++++ Information given ++++

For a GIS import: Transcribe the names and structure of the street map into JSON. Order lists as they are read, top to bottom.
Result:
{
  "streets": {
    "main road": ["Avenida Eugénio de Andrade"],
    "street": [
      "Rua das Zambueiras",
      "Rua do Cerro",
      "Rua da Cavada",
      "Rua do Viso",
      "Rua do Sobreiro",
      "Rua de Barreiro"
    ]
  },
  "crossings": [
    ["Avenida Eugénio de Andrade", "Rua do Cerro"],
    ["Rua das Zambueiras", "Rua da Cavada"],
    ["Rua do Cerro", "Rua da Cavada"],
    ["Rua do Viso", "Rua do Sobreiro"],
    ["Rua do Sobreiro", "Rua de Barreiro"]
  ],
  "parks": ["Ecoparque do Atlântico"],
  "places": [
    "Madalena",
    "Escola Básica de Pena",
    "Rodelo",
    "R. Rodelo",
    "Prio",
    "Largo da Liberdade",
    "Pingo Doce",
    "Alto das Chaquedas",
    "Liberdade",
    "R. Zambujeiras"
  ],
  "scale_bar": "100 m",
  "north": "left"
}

++++
++++ Information given ++++

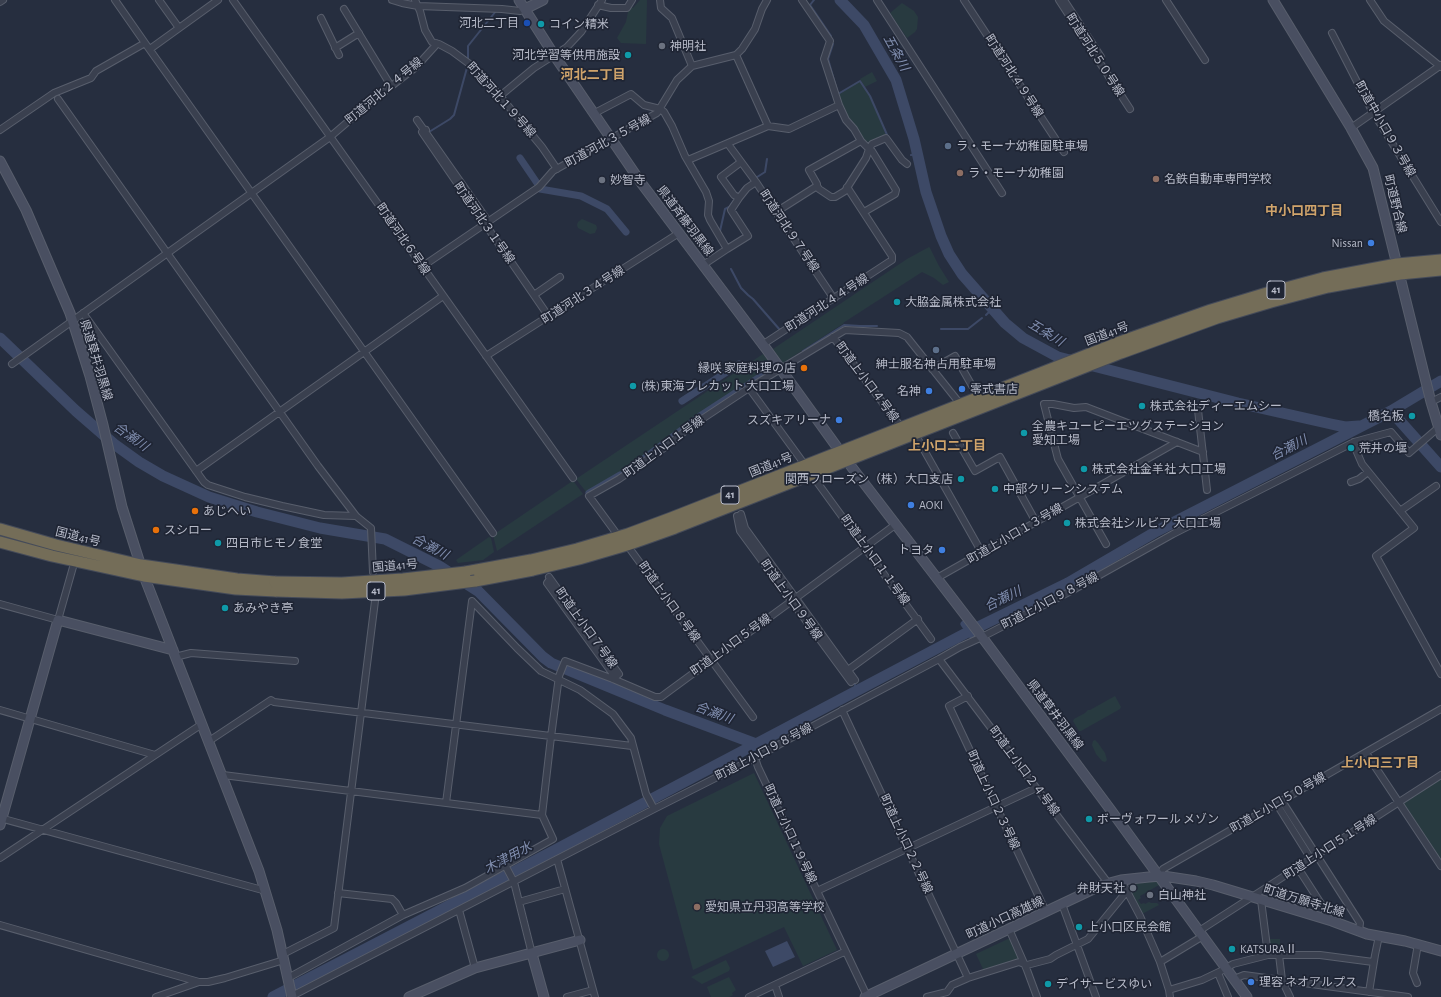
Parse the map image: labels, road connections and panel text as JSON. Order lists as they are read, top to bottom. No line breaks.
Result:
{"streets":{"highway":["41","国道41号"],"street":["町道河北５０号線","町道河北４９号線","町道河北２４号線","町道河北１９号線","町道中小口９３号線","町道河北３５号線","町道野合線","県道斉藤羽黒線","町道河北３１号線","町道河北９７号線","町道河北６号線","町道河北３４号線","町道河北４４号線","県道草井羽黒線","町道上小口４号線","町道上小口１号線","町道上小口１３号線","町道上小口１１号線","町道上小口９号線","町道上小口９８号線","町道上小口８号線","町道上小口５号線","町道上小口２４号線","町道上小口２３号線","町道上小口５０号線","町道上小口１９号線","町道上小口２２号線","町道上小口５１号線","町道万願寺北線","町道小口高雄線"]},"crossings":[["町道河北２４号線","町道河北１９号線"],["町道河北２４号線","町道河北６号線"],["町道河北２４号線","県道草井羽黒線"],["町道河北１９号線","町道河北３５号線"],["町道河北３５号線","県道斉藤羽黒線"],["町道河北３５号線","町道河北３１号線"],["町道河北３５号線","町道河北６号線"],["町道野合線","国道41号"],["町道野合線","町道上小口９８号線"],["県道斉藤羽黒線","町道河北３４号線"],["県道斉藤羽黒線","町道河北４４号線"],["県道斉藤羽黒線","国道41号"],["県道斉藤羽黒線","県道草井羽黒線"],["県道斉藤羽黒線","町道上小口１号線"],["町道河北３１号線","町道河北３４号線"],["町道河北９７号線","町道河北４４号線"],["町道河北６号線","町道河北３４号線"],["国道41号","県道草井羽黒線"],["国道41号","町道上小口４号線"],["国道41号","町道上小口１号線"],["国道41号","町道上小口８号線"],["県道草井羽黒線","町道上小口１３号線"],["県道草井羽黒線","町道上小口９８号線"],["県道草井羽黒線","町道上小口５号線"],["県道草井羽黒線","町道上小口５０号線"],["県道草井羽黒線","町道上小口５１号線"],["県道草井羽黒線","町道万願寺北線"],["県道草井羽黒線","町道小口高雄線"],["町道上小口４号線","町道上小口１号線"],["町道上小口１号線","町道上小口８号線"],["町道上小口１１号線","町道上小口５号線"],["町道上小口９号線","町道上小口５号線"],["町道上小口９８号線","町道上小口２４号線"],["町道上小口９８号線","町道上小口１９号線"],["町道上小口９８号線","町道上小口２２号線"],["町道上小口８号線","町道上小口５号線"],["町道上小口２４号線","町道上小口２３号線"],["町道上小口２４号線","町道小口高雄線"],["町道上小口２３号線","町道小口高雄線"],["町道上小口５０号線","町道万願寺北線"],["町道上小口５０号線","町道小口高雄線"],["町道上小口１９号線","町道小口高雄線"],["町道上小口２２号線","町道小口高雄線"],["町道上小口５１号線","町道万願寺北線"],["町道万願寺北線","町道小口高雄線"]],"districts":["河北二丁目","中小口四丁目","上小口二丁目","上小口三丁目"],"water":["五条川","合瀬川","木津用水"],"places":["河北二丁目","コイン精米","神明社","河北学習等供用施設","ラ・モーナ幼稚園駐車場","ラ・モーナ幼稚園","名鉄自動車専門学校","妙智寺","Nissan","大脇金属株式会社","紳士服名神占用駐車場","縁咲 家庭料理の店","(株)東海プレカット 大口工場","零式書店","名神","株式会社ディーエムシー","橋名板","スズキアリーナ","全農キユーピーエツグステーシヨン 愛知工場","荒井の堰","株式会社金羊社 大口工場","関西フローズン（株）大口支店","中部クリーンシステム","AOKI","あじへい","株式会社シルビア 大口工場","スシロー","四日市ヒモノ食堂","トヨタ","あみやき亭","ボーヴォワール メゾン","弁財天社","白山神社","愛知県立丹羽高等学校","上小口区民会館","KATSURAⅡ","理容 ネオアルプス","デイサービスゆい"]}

++++

» Assignment: Report the total of lines above containing the string "lists", and write nothing besides it.

» Your response: 2